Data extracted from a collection
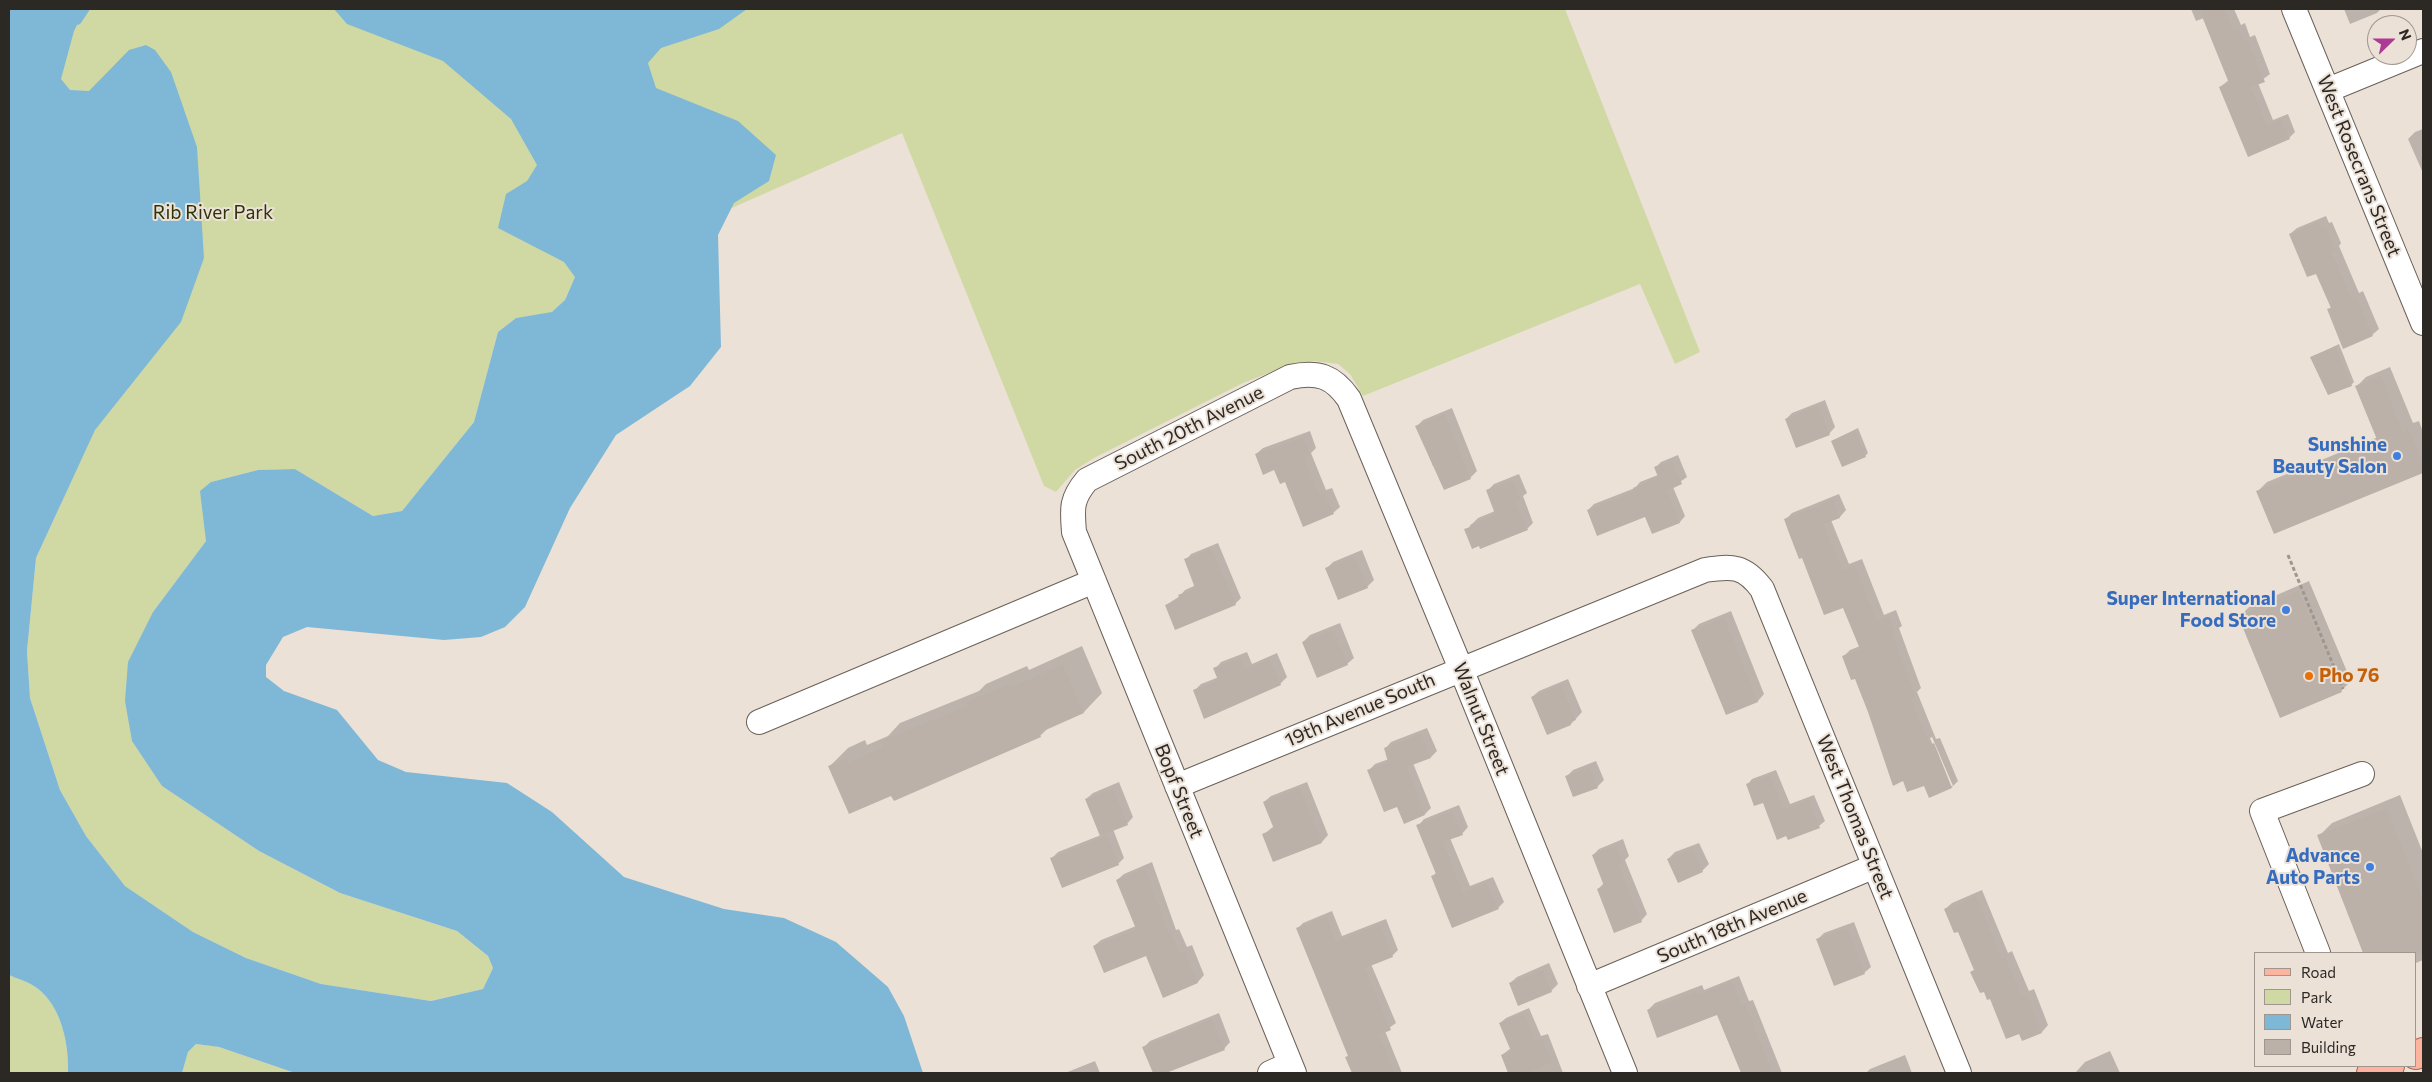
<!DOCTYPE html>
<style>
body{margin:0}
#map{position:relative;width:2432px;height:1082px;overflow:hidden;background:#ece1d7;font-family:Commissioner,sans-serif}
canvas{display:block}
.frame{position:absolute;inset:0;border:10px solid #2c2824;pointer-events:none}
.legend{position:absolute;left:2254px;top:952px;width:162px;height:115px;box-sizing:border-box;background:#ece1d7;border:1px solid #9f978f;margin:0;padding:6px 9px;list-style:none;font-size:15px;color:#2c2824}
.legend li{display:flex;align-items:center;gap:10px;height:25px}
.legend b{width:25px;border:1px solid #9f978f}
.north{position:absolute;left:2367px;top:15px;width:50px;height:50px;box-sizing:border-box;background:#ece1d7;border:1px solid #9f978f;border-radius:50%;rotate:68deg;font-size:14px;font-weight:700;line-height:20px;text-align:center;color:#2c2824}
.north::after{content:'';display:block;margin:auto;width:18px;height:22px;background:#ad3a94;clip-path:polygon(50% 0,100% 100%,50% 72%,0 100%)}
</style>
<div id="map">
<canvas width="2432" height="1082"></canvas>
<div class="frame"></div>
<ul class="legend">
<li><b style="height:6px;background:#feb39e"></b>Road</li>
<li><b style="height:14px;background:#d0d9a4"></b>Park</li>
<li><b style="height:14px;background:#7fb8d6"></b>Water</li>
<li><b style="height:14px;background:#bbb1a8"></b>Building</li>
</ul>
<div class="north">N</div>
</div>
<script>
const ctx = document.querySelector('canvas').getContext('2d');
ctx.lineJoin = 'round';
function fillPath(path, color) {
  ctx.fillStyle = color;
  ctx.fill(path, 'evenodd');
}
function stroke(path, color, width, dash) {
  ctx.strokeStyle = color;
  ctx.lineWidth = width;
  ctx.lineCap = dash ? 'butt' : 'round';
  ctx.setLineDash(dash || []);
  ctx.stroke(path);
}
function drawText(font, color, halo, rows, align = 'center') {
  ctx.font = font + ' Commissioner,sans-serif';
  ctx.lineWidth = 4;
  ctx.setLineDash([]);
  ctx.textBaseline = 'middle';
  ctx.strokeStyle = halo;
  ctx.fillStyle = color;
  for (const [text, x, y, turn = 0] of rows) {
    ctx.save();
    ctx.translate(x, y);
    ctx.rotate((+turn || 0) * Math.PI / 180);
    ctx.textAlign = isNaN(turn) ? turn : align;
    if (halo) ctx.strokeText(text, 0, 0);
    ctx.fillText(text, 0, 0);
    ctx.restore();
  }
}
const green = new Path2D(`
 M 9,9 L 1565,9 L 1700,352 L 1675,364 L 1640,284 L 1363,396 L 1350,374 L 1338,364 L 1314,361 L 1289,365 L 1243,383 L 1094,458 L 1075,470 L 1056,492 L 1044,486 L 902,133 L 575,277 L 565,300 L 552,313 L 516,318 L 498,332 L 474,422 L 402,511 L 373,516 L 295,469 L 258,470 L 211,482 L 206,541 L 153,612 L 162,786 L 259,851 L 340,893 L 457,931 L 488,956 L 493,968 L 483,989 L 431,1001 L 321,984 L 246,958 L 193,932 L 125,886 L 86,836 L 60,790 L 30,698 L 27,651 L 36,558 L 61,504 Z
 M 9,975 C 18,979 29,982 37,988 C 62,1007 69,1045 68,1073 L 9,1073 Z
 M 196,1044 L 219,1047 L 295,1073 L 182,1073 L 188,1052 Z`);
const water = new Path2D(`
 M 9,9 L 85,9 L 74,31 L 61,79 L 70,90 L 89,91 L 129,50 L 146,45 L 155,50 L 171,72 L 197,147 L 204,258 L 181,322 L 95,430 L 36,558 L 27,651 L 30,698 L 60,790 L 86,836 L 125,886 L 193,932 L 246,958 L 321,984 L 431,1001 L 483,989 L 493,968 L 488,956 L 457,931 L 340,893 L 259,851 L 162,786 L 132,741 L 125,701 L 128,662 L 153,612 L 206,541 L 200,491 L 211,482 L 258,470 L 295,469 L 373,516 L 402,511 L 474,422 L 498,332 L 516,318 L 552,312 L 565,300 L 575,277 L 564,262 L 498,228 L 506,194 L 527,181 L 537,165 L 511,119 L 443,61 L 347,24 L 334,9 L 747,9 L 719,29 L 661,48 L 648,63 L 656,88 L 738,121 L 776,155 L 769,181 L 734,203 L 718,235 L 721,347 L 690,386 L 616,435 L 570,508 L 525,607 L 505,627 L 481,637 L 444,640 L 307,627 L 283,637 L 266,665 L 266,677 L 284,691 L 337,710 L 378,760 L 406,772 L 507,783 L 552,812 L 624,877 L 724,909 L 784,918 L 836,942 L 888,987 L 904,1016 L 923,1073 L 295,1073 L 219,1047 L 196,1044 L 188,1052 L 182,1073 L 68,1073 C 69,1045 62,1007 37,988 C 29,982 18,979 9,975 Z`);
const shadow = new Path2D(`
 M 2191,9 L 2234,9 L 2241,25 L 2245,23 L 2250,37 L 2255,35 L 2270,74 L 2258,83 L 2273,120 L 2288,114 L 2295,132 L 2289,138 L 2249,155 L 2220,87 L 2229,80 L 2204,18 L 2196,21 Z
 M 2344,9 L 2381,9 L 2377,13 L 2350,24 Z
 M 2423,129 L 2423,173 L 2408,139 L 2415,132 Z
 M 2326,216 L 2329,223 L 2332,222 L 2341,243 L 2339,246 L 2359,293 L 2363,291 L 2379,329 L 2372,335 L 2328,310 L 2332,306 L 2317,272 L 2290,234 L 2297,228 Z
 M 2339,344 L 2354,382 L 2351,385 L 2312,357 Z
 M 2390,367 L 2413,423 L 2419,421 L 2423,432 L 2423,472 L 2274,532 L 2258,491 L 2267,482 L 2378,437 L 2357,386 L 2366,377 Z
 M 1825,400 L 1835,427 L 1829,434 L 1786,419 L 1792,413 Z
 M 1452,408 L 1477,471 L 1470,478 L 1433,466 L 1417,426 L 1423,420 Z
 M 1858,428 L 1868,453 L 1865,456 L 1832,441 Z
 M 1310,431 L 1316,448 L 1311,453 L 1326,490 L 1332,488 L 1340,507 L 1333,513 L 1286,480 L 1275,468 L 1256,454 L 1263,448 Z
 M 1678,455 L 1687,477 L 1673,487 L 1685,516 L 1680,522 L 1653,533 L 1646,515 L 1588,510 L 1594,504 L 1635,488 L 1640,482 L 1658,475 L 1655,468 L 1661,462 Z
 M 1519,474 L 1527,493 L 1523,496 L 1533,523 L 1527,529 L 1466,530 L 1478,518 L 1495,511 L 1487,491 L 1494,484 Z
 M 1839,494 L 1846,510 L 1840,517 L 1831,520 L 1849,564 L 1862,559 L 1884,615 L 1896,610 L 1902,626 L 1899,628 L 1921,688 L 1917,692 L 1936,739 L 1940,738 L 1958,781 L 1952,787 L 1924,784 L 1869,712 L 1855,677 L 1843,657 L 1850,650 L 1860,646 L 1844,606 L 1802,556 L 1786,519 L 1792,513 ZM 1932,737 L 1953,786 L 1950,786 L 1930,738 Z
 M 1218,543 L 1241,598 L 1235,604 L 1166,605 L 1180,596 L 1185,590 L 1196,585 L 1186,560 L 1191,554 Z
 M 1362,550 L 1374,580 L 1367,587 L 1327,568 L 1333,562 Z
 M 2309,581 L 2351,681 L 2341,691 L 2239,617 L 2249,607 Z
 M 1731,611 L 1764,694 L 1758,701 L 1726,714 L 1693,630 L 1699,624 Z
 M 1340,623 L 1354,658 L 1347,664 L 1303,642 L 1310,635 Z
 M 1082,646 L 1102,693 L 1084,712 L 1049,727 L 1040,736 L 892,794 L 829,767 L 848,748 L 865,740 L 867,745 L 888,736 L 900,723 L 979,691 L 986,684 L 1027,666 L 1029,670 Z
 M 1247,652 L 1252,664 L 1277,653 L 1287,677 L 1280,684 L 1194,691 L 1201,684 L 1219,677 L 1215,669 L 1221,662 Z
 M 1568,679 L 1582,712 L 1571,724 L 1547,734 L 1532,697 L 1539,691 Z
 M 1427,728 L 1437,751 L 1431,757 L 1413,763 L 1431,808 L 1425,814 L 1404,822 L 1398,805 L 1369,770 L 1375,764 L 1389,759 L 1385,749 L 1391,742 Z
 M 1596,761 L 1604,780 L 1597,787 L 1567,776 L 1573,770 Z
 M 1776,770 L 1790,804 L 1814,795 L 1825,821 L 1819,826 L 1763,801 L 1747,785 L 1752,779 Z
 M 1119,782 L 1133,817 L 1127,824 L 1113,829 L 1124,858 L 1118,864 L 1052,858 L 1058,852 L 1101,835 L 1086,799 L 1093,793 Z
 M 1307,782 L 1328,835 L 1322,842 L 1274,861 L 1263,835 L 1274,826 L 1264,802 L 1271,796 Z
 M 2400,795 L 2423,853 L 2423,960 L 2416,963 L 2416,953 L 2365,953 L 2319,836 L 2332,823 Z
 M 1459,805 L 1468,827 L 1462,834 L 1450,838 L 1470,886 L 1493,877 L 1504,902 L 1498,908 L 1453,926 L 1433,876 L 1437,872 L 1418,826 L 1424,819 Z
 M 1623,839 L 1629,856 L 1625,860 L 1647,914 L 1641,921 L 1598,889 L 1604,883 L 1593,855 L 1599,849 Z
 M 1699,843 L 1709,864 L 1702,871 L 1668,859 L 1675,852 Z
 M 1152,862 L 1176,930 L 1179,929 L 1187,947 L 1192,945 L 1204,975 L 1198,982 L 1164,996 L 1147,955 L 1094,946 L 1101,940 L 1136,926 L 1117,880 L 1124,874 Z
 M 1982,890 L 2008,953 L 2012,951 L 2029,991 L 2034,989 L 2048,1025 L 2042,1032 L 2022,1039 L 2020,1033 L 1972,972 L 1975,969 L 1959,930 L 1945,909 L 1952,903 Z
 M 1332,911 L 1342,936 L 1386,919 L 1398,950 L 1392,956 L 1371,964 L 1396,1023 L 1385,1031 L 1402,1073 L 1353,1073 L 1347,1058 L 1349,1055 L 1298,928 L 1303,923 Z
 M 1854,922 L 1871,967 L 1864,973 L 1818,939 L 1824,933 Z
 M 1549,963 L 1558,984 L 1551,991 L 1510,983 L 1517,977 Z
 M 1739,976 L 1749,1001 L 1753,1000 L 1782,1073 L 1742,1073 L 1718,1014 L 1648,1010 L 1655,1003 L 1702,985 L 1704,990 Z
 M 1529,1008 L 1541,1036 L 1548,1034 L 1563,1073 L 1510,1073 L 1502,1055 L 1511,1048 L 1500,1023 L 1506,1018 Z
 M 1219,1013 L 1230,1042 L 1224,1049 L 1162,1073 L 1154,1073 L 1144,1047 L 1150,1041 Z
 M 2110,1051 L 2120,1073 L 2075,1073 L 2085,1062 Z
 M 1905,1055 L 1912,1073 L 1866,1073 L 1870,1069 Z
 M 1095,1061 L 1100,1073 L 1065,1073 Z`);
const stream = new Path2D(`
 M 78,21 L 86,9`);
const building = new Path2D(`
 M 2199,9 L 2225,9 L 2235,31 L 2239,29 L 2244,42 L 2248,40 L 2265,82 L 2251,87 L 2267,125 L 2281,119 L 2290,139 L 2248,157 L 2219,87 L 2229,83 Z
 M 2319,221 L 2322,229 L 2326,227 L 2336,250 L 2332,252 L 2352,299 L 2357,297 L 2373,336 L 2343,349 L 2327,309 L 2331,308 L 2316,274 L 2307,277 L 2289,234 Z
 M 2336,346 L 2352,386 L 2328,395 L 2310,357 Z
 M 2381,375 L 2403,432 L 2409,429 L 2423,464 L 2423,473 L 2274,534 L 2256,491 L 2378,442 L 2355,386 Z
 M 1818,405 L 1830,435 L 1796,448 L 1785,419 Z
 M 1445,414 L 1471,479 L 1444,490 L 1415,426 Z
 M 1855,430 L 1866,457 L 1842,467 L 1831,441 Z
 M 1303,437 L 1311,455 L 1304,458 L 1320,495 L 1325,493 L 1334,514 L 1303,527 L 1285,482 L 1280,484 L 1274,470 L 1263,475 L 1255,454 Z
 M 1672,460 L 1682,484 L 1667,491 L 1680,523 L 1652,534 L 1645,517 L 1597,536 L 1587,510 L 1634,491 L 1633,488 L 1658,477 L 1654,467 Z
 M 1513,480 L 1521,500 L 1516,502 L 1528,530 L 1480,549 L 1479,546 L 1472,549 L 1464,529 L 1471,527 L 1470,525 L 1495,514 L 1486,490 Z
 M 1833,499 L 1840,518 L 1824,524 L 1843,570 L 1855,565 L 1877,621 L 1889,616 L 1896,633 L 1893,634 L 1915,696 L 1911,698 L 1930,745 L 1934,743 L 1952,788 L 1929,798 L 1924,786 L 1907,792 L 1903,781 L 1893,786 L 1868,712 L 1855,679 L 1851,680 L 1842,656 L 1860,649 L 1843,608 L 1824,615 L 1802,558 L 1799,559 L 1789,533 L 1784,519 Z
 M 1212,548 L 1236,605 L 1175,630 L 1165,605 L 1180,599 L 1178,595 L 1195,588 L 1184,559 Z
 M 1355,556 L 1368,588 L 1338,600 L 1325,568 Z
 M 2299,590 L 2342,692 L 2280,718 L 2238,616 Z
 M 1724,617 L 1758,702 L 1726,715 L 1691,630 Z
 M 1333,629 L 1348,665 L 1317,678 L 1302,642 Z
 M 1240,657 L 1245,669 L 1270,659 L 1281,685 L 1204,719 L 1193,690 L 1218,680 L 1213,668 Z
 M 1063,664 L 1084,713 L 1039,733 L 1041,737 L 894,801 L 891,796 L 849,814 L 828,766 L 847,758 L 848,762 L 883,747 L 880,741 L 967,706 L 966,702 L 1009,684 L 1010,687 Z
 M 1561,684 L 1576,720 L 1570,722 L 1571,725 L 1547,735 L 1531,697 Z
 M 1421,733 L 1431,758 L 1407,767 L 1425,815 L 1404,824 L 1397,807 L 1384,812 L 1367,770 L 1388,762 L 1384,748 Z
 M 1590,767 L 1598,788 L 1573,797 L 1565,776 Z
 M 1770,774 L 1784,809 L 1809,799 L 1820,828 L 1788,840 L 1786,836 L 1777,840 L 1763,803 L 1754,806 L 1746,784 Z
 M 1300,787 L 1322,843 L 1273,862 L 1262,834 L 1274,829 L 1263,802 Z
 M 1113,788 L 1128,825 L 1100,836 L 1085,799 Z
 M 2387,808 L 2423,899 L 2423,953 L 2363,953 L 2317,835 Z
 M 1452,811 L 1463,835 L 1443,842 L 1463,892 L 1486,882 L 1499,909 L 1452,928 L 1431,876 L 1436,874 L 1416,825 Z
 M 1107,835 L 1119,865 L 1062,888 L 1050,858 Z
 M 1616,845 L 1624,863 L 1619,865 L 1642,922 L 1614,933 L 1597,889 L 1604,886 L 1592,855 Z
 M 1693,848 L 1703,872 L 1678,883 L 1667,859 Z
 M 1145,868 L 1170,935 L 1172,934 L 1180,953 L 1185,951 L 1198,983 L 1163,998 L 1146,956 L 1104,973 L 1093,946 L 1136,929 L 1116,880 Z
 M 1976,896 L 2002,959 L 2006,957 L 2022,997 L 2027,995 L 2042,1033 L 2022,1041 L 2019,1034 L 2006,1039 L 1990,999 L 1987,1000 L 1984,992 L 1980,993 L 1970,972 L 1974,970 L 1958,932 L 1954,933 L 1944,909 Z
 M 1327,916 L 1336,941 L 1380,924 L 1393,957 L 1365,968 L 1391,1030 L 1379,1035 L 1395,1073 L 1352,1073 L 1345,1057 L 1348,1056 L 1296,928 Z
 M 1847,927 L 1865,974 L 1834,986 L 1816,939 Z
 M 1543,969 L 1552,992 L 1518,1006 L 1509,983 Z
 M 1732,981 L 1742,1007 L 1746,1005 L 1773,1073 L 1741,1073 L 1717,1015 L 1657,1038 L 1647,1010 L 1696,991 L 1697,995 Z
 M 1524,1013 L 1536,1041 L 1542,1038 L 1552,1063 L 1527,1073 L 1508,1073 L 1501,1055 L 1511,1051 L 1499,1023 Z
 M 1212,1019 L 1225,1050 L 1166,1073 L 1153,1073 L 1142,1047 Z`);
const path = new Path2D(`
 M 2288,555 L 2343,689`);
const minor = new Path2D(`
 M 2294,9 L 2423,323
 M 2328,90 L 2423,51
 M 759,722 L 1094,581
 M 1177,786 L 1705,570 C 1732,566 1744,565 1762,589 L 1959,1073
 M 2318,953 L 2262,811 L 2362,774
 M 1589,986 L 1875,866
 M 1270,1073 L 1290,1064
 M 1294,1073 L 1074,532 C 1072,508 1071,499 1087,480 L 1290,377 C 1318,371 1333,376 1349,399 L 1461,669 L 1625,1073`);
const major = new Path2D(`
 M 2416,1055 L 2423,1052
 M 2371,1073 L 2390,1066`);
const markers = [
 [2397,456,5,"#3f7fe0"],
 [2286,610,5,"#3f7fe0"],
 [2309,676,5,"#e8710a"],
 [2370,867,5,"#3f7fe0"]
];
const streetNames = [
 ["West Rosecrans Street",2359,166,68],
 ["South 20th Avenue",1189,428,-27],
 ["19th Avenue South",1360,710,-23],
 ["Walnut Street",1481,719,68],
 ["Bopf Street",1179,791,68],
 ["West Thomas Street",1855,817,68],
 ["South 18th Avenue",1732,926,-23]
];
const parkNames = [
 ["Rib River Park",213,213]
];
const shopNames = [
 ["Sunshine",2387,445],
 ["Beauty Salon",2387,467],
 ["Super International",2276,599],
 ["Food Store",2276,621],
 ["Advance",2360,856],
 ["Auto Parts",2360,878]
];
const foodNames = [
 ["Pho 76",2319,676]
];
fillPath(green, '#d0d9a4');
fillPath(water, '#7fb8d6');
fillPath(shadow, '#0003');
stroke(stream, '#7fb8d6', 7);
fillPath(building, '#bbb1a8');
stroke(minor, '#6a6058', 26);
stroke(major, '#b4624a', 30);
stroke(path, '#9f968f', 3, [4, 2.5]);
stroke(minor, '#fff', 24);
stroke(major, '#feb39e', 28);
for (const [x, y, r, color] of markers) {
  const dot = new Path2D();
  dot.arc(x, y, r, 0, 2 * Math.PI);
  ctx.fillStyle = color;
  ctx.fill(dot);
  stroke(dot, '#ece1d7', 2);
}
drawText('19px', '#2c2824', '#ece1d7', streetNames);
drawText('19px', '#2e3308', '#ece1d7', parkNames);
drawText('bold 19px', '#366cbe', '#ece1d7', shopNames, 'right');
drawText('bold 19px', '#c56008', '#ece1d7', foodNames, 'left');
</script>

EXERCISE DESCRIPTION: For this exercise, please output exactly the lines above starting at the line with "M 1818,405 L" and ending at the line with "M 1672,460 L", ends included.

RESULT OF THIS EXERCISE:
 M 1818,405 L 1830,435 L 1796,448 L 1785,419 Z
 M 1445,414 L 1471,479 L 1444,490 L 1415,426 Z
 M 1855,430 L 1866,457 L 1842,467 L 1831,441 Z
 M 1303,437 L 1311,455 L 1304,458 L 1320,495 L 1325,493 L 1334,514 L 1303,527 L 1285,482 L 1280,484 L 1274,470 L 1263,475 L 1255,454 Z
 M 1672,460 L 1682,484 L 1667,491 L 1680,523 L 1652,534 L 1645,517 L 1597,536 L 1587,510 L 1634,491 L 1633,488 L 1658,477 L 1654,467 Z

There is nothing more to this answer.